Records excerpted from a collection
————
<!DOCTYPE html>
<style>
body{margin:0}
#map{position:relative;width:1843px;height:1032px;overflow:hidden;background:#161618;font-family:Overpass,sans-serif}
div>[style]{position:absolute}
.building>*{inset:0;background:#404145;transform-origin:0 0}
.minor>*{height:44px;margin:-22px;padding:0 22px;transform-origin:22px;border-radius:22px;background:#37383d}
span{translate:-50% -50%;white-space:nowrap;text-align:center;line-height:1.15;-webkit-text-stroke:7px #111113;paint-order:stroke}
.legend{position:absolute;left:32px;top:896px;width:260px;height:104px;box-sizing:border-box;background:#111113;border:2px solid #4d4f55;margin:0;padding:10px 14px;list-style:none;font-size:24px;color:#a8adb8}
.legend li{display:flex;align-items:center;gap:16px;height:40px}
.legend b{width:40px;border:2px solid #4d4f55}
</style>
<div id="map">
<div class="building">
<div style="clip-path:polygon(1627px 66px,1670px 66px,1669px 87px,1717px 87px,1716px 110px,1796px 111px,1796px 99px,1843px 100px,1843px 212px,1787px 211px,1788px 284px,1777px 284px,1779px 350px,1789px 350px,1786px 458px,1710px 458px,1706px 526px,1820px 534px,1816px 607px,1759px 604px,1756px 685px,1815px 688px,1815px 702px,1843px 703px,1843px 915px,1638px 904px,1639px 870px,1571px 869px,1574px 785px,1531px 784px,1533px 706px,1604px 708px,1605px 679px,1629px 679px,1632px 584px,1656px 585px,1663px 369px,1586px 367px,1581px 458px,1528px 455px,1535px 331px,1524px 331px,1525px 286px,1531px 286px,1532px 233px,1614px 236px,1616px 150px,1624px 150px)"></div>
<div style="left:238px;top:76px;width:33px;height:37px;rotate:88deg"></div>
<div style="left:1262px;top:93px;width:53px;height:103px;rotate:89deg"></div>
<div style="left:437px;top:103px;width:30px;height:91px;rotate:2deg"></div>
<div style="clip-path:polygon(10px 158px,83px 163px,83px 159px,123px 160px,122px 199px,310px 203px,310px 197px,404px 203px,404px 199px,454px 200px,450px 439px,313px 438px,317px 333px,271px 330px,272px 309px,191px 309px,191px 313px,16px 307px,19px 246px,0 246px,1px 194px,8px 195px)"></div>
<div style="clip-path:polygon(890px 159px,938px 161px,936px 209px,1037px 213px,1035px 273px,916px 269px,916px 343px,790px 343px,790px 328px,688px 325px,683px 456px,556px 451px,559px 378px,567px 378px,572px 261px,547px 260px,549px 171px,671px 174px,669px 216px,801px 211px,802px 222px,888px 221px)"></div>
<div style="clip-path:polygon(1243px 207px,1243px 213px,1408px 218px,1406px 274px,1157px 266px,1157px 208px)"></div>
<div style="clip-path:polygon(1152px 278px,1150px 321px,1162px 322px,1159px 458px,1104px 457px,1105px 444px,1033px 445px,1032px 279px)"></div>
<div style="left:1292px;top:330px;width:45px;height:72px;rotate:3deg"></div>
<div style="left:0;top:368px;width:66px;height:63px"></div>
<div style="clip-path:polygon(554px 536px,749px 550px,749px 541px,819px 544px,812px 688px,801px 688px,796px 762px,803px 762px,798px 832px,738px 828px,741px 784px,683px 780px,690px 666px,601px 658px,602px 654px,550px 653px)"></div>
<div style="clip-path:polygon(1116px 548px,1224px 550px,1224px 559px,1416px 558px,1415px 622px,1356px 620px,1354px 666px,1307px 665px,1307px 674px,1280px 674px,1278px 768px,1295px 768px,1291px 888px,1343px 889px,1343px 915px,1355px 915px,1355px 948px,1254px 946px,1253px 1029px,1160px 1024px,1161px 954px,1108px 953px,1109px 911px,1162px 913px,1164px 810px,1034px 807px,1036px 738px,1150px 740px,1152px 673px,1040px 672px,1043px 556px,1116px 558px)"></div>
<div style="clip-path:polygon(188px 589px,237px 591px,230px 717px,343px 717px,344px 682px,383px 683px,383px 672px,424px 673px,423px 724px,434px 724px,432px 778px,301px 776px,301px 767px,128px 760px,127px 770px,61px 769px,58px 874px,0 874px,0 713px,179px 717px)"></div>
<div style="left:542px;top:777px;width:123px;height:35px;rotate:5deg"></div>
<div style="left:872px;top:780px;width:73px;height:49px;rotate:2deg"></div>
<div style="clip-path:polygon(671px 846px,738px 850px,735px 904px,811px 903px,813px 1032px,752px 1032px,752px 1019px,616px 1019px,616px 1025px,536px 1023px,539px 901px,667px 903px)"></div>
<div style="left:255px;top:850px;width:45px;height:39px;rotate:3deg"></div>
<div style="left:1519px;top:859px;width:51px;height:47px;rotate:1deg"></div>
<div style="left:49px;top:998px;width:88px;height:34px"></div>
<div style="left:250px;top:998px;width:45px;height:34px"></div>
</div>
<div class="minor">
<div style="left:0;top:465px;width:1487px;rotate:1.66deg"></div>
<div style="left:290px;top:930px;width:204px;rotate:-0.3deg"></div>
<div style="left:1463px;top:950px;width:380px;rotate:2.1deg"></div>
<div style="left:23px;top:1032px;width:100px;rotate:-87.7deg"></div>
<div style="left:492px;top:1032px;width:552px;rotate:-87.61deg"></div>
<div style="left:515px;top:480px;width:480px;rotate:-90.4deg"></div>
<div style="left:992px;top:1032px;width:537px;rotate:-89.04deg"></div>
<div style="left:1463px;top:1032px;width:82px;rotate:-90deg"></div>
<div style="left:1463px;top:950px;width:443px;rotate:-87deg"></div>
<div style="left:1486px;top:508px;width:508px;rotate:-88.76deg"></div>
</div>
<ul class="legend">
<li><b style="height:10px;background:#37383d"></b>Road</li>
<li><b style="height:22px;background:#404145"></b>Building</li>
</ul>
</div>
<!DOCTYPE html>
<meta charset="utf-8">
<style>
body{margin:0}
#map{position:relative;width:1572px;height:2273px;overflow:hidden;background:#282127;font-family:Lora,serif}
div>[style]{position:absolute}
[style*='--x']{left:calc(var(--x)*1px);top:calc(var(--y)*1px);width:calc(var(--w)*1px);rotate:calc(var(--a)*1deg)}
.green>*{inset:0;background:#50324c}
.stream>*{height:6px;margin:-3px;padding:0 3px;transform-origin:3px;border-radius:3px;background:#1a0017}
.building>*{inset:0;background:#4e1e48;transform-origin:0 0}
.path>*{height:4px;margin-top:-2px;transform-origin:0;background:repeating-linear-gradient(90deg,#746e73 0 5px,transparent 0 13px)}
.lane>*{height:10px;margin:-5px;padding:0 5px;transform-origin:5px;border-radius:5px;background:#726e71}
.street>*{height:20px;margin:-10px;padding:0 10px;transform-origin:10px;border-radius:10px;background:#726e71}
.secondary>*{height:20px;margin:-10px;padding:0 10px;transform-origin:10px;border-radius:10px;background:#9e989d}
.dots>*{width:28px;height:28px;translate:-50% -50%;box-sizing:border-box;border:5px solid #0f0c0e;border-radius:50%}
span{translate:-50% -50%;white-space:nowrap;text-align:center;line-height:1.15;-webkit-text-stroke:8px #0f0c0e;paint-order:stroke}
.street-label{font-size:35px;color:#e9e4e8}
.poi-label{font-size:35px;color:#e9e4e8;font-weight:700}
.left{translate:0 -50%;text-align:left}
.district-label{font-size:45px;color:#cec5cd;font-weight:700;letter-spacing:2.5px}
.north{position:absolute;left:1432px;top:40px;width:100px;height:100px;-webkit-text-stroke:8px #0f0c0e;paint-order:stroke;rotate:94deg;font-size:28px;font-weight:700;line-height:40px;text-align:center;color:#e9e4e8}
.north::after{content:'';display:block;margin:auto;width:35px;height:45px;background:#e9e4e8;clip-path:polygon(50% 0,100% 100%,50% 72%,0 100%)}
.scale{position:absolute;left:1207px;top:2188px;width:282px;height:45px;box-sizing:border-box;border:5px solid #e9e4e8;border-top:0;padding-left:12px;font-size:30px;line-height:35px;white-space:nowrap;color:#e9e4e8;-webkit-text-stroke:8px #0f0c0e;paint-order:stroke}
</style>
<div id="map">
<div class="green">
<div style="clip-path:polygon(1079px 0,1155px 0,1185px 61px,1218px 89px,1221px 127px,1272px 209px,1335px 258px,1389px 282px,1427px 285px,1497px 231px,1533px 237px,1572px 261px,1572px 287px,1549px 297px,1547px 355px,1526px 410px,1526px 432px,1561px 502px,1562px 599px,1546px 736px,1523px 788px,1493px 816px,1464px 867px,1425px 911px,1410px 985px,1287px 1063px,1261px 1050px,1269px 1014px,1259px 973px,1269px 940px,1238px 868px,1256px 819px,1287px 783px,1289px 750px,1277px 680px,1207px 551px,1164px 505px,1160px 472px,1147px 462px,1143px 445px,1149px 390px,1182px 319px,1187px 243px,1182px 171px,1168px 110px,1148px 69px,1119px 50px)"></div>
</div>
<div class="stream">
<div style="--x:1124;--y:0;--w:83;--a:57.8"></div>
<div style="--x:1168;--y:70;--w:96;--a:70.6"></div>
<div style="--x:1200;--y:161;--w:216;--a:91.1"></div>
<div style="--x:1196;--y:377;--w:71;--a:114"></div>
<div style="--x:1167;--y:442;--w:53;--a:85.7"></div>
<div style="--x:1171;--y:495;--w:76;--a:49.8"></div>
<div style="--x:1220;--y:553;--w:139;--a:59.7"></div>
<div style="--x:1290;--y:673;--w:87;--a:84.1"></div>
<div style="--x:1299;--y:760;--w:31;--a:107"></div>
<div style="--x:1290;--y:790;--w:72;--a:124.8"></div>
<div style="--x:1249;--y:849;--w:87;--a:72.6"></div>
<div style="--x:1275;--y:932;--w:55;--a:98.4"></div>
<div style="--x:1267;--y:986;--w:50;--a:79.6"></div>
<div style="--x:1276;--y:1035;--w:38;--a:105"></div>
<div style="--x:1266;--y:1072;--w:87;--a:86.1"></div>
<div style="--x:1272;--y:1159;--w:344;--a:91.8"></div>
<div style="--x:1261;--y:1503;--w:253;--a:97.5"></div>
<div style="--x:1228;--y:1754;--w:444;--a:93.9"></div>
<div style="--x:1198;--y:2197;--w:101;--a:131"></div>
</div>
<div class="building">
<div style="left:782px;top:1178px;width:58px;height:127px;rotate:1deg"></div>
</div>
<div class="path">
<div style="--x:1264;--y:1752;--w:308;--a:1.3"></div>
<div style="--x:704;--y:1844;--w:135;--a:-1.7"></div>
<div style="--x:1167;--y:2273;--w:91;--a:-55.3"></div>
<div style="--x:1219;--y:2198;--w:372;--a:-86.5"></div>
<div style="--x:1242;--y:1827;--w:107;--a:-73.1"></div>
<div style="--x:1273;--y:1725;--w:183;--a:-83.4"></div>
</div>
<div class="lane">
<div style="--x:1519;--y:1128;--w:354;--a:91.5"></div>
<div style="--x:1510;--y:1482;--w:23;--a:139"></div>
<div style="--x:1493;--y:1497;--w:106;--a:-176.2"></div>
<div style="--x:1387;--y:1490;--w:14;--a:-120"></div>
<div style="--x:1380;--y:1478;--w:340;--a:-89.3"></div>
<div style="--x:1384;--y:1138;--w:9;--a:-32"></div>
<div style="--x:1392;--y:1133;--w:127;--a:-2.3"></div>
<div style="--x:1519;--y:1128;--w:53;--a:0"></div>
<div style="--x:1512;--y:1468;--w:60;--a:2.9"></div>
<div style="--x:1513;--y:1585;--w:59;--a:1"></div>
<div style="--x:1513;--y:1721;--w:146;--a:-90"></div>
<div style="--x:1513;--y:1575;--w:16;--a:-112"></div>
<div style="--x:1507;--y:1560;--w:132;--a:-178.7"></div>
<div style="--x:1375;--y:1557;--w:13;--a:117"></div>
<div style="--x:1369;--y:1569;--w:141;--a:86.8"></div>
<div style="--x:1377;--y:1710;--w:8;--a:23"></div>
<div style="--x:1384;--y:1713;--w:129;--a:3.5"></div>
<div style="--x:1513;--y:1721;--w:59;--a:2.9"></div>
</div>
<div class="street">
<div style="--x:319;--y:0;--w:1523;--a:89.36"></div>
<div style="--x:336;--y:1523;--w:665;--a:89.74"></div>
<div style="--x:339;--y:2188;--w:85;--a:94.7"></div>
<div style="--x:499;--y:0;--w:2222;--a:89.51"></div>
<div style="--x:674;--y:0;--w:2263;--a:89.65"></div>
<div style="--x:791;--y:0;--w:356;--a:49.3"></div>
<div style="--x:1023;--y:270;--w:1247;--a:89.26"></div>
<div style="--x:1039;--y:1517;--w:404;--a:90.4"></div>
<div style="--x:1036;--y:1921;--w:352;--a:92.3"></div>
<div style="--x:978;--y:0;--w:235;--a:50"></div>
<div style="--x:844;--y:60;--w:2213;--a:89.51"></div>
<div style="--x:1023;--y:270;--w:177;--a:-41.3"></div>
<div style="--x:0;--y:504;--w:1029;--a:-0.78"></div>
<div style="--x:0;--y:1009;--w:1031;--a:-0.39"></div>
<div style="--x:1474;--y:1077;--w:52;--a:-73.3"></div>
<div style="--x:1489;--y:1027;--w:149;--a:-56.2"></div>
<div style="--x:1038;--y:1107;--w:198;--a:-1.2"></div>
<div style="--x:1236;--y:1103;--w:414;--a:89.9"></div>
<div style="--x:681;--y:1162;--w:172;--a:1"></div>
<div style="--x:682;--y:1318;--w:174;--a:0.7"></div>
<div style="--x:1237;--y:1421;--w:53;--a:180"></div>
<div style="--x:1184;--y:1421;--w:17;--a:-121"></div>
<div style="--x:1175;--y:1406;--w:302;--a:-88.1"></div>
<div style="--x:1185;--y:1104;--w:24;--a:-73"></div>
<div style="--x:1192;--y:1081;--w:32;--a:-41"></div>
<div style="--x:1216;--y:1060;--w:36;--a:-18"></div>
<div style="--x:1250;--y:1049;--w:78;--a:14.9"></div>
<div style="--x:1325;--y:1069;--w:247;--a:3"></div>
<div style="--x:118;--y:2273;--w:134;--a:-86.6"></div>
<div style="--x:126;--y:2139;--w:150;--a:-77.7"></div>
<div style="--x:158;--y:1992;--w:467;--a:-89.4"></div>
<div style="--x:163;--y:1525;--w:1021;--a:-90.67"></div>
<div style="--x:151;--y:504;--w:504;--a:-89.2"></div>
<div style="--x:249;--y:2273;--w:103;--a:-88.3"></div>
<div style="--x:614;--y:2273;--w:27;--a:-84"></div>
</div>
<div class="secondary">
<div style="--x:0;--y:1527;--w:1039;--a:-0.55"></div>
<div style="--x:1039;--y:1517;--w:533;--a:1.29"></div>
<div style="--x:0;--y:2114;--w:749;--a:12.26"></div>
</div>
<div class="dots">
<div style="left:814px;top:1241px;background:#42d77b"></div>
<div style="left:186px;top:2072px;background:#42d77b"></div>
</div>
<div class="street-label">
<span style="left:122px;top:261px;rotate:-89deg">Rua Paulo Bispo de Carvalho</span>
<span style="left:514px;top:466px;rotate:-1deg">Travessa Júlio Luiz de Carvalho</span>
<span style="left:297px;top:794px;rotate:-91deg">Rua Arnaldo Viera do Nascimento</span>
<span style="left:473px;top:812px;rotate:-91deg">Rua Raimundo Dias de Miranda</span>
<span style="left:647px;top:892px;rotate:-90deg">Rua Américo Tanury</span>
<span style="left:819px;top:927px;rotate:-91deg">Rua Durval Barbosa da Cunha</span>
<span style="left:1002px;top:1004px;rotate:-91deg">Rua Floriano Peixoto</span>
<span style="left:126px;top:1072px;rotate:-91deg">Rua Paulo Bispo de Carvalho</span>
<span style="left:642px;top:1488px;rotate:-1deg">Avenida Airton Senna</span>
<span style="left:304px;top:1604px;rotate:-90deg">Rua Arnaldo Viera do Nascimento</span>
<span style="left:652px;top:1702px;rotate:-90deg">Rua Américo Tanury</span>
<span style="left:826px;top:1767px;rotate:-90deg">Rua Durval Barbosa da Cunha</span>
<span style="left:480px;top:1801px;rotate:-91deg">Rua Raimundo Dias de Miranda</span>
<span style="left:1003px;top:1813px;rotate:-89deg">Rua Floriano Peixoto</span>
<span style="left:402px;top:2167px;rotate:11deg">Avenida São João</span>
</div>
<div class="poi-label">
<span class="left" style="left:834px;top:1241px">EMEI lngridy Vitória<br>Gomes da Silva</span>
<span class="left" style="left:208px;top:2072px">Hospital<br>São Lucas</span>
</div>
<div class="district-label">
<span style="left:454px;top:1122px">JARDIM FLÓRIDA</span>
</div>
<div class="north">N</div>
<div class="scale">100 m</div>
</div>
————
What lines above contain "family"? Copy them out.

● **Solution to the problem**:
#map{position:relative;width:1843px;height:1032px;overflow:hidden;background:#161618;font-family:Overpass,sans-serif}
#map{position:relative;width:1572px;height:2273px;overflow:hidden;background:#282127;font-family:Lora,serif}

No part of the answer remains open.